Integration between third-party applications and enterprise systems has become an essential element of modern life. Workday, one of the leading cloud applications for finance and HR purposes, offers OAuth 2.0 within its API framework to grant secure access to third-party clients; users must register them first before activating them – this blog provides an informative guide on registering API clients within Workday.
OAuth 2.0 is an industry standard protocol for authorisation that allows third-party apps to gain limited access to an HTTP service either on behalf of its resource owner or independently.
Workday implements OAuth 2.0 into their secure data access solution in order to protect user credentials without risk.
Step 1: Navigating to Tenant Setup – Security Task
1. Log into Workday with Administrative Credentials: After signing in, navigate directly to “Security”, typically located under either “Setup” or “Administration.”
2. Modify Tenant Configuration – Security: Locate and select the “Modify Tenant Configuration – Security” task, which allows for customizing security settings for each renter.
Step 2: Enable OAuth 2.0 Clients
1. Locate OAuth 2.0 Settings: Navigate to the “Edit Tenant Setup – Security” page and scroll down until you reach “OAuth 2.0 Settings.”
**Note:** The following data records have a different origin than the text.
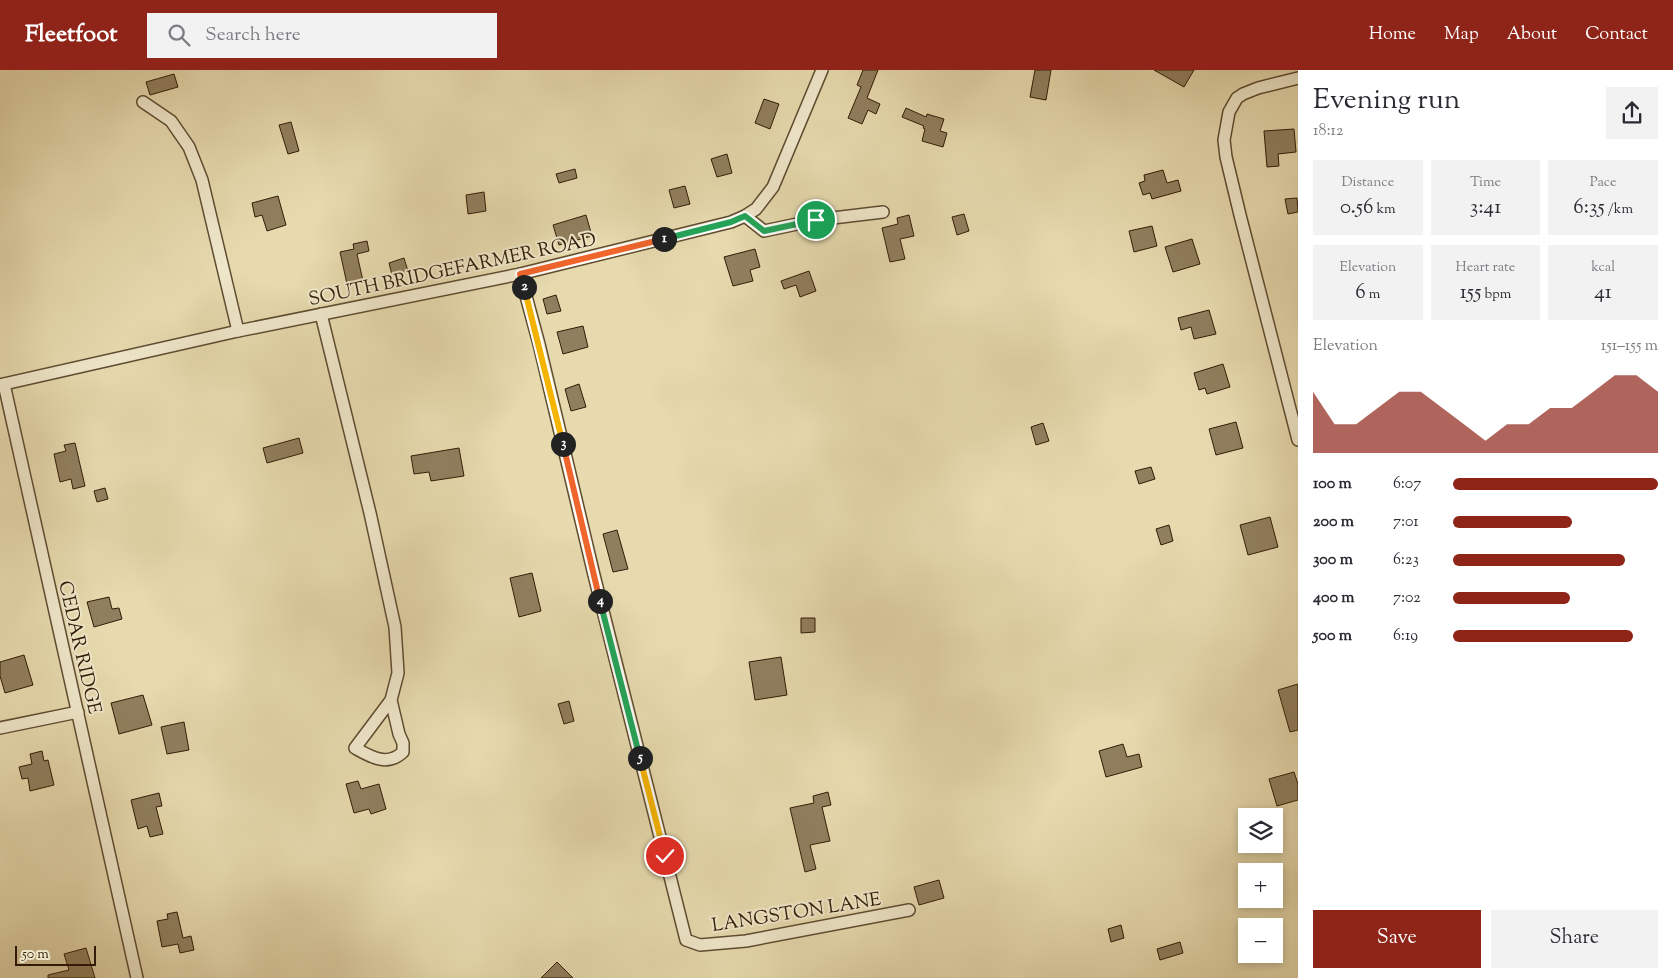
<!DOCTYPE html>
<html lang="en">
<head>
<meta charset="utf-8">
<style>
	body { margin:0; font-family:"Sorts Mill Goudy",serif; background:#f2f2f3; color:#2b2b33; height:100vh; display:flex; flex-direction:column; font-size:19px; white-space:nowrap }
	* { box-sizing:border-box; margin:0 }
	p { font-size:16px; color:#7c7c81 }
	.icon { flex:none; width:28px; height:28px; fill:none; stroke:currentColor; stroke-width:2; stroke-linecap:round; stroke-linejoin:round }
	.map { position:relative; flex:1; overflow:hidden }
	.drawer { display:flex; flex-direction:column; background:#fff; width:375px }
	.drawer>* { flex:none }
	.fabs { position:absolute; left:1238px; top:738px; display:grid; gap:10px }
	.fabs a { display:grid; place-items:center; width:45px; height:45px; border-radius:0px; background:#fff; box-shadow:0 2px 8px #0003; font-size:25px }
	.scale { position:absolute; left:15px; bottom:12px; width:81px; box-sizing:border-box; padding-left:5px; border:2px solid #321c07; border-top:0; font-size:14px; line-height:18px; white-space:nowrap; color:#321c07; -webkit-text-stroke:4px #efe7ca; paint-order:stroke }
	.pin { position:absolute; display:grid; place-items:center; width:42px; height:42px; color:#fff; margin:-21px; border:2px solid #fff; border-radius:50%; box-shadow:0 1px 5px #0007 }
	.km { position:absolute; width:25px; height:25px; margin:-12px; border-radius:50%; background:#222; color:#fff; font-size:14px; line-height:25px; text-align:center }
	.round { display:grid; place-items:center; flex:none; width:52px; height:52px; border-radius:0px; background:#f2f2f3 }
	.head { display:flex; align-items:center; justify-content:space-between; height:85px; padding:0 15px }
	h1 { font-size:28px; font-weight:600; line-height:38px }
	.figures { display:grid; grid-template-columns:repeat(3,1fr); gap:8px; height:85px; padding:5px 15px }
	.figures div { display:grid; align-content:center; border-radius:0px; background:#f2f2f3; text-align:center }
	.figures b { font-size:21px; font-weight:600 }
	.figures small { font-size:14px; font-weight:400 }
	.figures p { font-size:14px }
	.chart { height:140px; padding:10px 15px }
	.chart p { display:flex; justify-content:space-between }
	.chart svg { width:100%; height:90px; margin-top:5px; fill:#8f2418; opacity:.7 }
	.primary-button { display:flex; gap:10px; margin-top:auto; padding:10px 15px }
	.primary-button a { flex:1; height:58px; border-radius:0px; background:#8f2418; color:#fff; font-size:20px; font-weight:600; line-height:58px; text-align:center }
	.primary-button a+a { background:#f2f2f3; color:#2b2b33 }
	ul { padding:0 15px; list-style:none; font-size:16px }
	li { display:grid; grid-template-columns:80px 60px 1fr; align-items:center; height:38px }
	li i { height:12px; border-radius:6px; background:#8f2418 }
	header { display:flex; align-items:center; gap:30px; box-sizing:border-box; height:70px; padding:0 25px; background:#8f2418; color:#fff }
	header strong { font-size:24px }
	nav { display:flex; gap:28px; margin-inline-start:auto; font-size:18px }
	.search { width:350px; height:45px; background:#f2f2f3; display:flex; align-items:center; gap:12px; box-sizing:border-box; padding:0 18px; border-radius:0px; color:#7c7c81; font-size:19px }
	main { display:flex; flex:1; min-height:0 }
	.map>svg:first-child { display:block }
</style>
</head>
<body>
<header>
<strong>Fleetfoot</strong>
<div class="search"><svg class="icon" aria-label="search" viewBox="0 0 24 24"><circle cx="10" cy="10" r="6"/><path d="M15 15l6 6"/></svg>Search here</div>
<nav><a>Home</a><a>Map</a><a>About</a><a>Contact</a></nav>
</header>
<main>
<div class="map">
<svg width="1298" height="908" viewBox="0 0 1298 908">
	<rect width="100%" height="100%" fill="#e6daae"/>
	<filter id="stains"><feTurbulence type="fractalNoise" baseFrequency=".004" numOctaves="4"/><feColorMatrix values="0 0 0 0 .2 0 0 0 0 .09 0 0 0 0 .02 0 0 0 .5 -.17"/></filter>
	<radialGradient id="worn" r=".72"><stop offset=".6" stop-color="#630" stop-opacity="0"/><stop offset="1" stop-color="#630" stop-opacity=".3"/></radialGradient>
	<g fill="#907f5e" stroke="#321c07">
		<path d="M863 0H878L867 28 880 34 876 44 868 40 862 54 848 48 861 17 857 15Z"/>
		<path d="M1035 0H1051L1046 30 1030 27Z"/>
		<path d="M1154 0H1194L1184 17Z"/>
		<path d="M174 4 178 17 150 25 146 12Z"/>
		<path d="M764 29 779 34 770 59 755 53Z"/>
		<path d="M906 38 926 47 927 44 944 49 940 61 947 63 943 77 922 71 925 59 923 58 924 56 902 47Z"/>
		<path d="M291 52 299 81 288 84 279 55Z"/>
		<path d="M1294 59 1296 82 1278 84 1279 96 1267 97 1264 61Z"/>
		<path d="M727 84 732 103 717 107 711 89Z"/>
		<path d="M575 99 577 108 559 113 556 104Z"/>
		<path d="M1163 100 1167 113 1178 110 1181 121 1152 129 1150 123 1143 125 1139 113 1145 111 1144 105Z"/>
		<path d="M685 116 690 134 674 138 669 120Z"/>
		<path d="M484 122 486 141 468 144 466 125Z"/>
		<path d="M278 126 286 155 267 161 262 145 255 147 252 133Z"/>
		<path d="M1297 128 1298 142 1288 144 1285 129Z"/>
		<path d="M964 144 969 161 957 165 952 147Z"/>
		<path d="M586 145 592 166 559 175 553 155Z"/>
		<path d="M909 145 914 166 900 169 905 189 890 192 882 158 898 154 897 148Z"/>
		<path d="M1152 156 1157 176 1134 182 1129 161Z"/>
		<path d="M1192 169 1200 194 1173 202 1165 177Z"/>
		<path d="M367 171 369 181 357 184 363 211 347 214 340 182 354 179 353 174Z"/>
		<path d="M755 179 760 197 750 200 753 211 733 216 724 187Z"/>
		<path d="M404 188 408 201 392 205 389 193Z"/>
		<path d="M809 201 816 221 800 227 796 215 784 219 781 211Z"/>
		<path d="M556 225 561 241 547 244 543 229Z"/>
		<path d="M1209 240 1216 264 1194 269 1191 257 1181 260 1178 248Z"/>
		<path d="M583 256 588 277 563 284 557 262Z"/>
		<path d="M1223 294 1230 317 1207 324 1205 318 1199 320 1194 303Z"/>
		<path d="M579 314 586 337 571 341 565 319Z"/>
		<path d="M1236 352 1243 378 1216 385 1209 359Z"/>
		<path d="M1043 353 1049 371 1036 375 1031 357Z"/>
		<path d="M299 368 303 383 267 393 263 378Z"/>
		<path d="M75 373 85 416 73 419 71 409 60 412 54 384 66 381 64 375Z"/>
		<path d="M459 378 464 406 431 411 429 402 414 404 411 386Z"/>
		<path d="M1151 397 1155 409 1139 414 1135 401Z"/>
		<path d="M105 418 108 429 97 432 94 421Z"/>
		<path d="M1270 447 1278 477 1248 485 1240 455Z"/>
		<path d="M1169 455 1173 471 1161 475 1156 459Z"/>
		<path d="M617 460 628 499 613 502 603 464Z"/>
		<path d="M532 503 541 541 519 547 510 508Z"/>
		<path d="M109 527 112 539 119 538 122 549 94 557 87 532Z"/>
		<path d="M801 548H815V562L801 563Z"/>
		<path d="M24 585 33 615 5 623 0 606V592Z"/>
		<path d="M781 587 787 625 755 630 749 592Z"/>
		<path d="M1298 614V660L1290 662 1278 620Z"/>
		<path d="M143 625 152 655 119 664 111 633Z"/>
		<path d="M569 631 574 651 564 654 558 634Z"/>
		<path d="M184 652 189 680 167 684 161 657Z"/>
		<path d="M1123 674 1127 687 1139 684 1142 697 1106 707 1099 681Z"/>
		<path d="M42 681 44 691 48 690 54 715 30 721 28 708 22 709 19 697 32 694 30 684Z"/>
		<path d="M1294 702 1298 714V730L1277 736 1269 709Z"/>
		<path d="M358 711 361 719 379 714 386 739 371 744 369 739 354 743 346 714Z"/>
		<path d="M828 722 831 735 822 737 830 771 810 775 816 799 805 802 790 738 814 733 813 726Z"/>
		<path d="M159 723 162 736 156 737 163 764 150 767 147 756 138 759 131 730Z"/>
		<path d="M939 810 944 828 919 835 914 817Z"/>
		<path d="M177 842 183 868 191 866 194 880 180 883 178 874 162 877 157 851 168 849 167 844Z"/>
		<path d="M1121 855 1124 868 1111 872 1108 859Z"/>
		<path d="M1180 872 1183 883 1160 890 1157 879Z"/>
		<path d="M86 878 95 908H48V905L69 900 64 884Z"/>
		<path d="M557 892 573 908H541Z"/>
	</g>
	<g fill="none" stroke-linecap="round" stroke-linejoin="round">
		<defs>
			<g id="minor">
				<path d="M1298 8 1258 18 1243 24 1237 28 1229 42 1224 70 1226 87 1240 145 1298 370"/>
				<path d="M143 32 171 51 189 77 202 110 238 261"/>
				<path d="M745 146 764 161 816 150 883 142"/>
				<path d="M520 204 539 274 594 505 686 870 700 875 746 871 909 840"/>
				<path d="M321 244 370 443 395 557 398 603 391 630 355 678C371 687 387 697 403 682V673L399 664 391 630"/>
				<path d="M4 314 137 908"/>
				<path d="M0 315 238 261 520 204 731 152 745 146 756 139 773 117 822 0"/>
				<path d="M0 658 78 642"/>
			</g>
		</defs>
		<use href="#minor" stroke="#5f4c31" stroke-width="14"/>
		<use href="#minor" stroke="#efe7ca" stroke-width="11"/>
	</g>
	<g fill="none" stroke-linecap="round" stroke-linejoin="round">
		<defs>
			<path id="split-1" d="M664 169 731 152 745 146 764 161 816 150"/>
			<path id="split-2" d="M524 217 520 204 664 169"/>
			<path id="split-3" d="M524 217 563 374"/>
			<path id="split-4" d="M563 374 600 531"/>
			<path id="split-5" d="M600 531 640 688"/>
			<path id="split-6" d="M640 688 665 786"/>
		</defs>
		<use href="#split-1" stroke="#fff" stroke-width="10"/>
		<use href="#split-2" stroke="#fff" stroke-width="10"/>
		<use href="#split-3" stroke="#fff" stroke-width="10"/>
		<use href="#split-4" stroke="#fff" stroke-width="10"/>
		<use href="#split-5" stroke="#fff" stroke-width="10"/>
		<use href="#split-6" stroke="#fff" stroke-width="10"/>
		<use href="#split-1" stroke="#22a559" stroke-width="6"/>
		<use href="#split-2" stroke="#f0652b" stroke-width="6"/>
		<use href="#split-3" stroke="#f5b400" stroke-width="6"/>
		<use href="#split-4" stroke="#f0652b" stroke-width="6"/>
		<use href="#split-5" stroke="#22a559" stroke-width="6"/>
		<use href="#split-6" stroke="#f5b400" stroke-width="6"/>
	</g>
	<g text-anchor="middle" stroke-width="4" stroke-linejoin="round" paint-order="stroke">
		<g font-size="19" fill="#321c07" stroke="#efe7ca">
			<text transform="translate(452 198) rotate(-12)" y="7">SOUTH BRIDGEFARMER ROAD</text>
			<text transform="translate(81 577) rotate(77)" y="7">CEDAR RIDGE</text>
			<text transform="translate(796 841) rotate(-9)" y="7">LANGSTON LANE</text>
		</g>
	</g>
	<rect width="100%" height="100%" filter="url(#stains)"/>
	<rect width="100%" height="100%" fill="url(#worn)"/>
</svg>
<div class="fabs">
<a><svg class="icon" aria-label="layers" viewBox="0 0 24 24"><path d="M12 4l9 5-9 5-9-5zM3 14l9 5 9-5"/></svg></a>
<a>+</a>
<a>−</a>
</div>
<div class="scale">50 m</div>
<div class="pin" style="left:816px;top:150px;background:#1e9e55"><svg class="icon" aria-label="arrive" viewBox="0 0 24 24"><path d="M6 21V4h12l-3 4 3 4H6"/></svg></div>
<div class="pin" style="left:665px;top:786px;background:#d93025"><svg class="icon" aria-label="check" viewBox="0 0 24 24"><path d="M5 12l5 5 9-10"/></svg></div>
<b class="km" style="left:664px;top:169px">1</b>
<b class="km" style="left:524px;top:217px">2</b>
<b class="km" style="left:563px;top:374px">3</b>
<b class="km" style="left:600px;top:531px">4</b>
<b class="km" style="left:640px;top:688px">5</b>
</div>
<section class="drawer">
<div class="head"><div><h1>Evening run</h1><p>18:12</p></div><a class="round"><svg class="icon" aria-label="share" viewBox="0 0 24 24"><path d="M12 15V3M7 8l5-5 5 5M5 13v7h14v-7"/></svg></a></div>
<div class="figures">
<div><p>Distance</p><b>0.56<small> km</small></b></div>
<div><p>Time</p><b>3:41</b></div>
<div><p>Pace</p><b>6:35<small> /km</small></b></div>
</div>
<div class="figures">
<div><p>Elevation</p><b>6<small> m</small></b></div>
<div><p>Heart rate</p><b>155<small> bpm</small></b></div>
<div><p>kcal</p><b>41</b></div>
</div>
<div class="chart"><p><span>Elevation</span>151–155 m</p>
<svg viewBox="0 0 160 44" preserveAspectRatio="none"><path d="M0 44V14L10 30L20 30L30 22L40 14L50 14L60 22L70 30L80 38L90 30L100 30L110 22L120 22L130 14L140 6L150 6L160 14V44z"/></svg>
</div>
<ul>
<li><b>100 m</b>6:07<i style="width:100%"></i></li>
<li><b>200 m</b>7:01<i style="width:58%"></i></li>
<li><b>300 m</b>6:23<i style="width:84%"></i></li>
<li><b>400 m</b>7:02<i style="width:57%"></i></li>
<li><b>500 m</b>6:19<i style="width:88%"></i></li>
</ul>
<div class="primary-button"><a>Save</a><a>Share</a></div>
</section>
</main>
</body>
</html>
2. Enable OAuth 2.0 Clients: To activate OAuth 2.0 functionality for your tenant, check “OAuth 2.0 Clients Enabled” and enable this functionality. This step is key in registering and managing OAuth 2.0 clients.
Step 3: Register API Client
1. Launch Registration Procedure: After activating OAuth 2.0, it is necessary to register an API client by selecting “Register the API Client”.
2. Provide Client Details: Entering client details into OAuth 2.0 by selecting “Input Client Details,” such as company information and client-type data such as name.
Client Name: Create an easily identifiable and meaningful designation for your client.
Grant Category: Choose an applicable grant category such as Authorisation Code, Client Credentials or Refresh Token.
Enable Proof Key for Code Exchange (PKCE): Select this option if your client requires Proof Key for Code Exchange, which is highly recommended as it increases security for public customers.
Implement 60-Minute Access Token Expiration: When chosen, this feature ensures access tokens expire every 60 minutes – an essential practice in security.
ISUs (Integration System Users): Determine which ISUs your client will utilize; these designated system users have been established for integration purposes. Access Token Types such as Bearer/JWT are also offered.
Redirection URL: Provide the URI where an authorisation server will redirect users following an authorization request; this field is required when using an Authorisation Code grant type.
Refresh Token Expiration: Set an expiration timer on refresh tokens to indicate when their validity must be renewed. Non-Expiring Refresh Tokens: Activate this option if desired for non-expiring refresh tokens; however, due to security considerations it is generally unadvisable.
When temporarily deactivating a client for any reason, use this checkbox; temporary deactivation can provide significant advantages, including protecting client access while other work is being completed on it.
Grant Administrative Consent: Use this option to grant administrative consent to your customer and give them access to all scopes without needing user authorisation.
Scope (Functional Domains): Define which functional domains clients may access, such as “Payroll,” “Human Resources,” etc. Workday Owned Scope: Check this box if the scope belongs to Workday as predefined scopes may already have been defined for it.
Permitted Origin Grid: Determine which sources may access client accounts in order to enable Cross-Origin Resource Sharing (CORS). Mes Its – Produce New Client Secret: Finally, produce a client secret in order to authenticate them when making API requests.
Step Four: Conserve and Validate
1. Save Your Configuration: After providing all the details required to register an API client with Workday, preserve its configuration by saving.
2. Confirm Registration: Verify that the client was successfully registered – for instance by checking OAuth 2.0 Clients listing to see its presence.
Integrating third-party apps with Workday via its API infrastructure is an excellent way to expand its functionality.
By activating OAuth 2.0 and registering API clients, you ensure your integrations are safe, scalable, and compliant with industry best practices.
Whether it’s a custom HR solution or financial tool integration, taking all necessary steps will guarantee smooth access while protecting the security of your Workday data.
Integrating third-party applications with Workday through the API infrastructure effectively enhances the capabilities of your Workday system.
Enabling OAuth 2.0 and registering API clients guarantees that your integrations are safe, scalable, and adhere to best practices.
When developing a bespoke HR solution or integrating a financial application, adhering to the correct procedures for registering and configuring OAuth 2.0 clients will provide seamless and secure access to your Workday data.
By adhering to the aforementioned steps, your API customers will be safely authenticated, and the requisite permissions and access will be conferred.
Through the adaptability of OAuth 2.0, Workday enables organisations to utilise other products and services while preserving oversight of their confidential data.